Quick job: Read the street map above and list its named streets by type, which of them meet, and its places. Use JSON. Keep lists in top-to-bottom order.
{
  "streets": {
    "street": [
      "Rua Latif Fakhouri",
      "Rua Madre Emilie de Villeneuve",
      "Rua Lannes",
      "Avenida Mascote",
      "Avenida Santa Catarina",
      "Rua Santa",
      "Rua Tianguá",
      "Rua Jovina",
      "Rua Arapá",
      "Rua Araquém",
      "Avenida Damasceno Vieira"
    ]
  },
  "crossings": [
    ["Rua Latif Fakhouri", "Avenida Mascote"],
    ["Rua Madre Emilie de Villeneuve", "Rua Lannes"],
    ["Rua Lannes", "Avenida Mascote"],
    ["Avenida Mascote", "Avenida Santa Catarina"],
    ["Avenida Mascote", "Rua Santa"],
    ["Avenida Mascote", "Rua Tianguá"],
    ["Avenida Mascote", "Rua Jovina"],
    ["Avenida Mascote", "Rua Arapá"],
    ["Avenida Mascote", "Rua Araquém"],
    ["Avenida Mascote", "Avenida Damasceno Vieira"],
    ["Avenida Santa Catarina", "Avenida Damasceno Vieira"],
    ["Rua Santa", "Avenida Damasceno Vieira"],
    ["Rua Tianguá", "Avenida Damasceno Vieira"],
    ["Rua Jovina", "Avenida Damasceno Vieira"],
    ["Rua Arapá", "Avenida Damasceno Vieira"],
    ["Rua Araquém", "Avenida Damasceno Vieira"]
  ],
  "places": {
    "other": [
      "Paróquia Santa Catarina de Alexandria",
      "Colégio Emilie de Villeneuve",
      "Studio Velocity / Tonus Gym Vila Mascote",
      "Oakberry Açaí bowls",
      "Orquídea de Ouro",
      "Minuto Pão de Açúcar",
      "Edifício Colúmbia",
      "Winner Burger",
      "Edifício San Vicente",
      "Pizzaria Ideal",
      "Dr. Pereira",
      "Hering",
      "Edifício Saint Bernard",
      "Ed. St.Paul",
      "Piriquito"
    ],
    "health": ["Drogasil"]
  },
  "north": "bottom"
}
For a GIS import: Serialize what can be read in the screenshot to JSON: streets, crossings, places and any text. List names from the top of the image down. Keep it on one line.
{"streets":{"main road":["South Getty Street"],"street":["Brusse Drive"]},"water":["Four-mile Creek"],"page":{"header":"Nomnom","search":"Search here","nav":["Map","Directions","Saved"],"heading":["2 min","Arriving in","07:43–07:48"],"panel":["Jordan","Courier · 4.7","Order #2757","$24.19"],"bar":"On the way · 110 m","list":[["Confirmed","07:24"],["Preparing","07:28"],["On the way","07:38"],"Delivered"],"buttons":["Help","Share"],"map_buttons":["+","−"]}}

------------------------------------------------------------------------

[Instructions for the task] Find and copy each line in the material above where the string "JSON" occurs.

[Exercise solution]
Quick job: Read the street map above and list its named streets by type, which of them meet, and its places. Use JSON. Keep lists in top-to-bottom order.
For a GIS import: Serialize what can be read in the screenshot to JSON: streets, crossings, places and any text. List names from the top of the image down. Keep it on one line.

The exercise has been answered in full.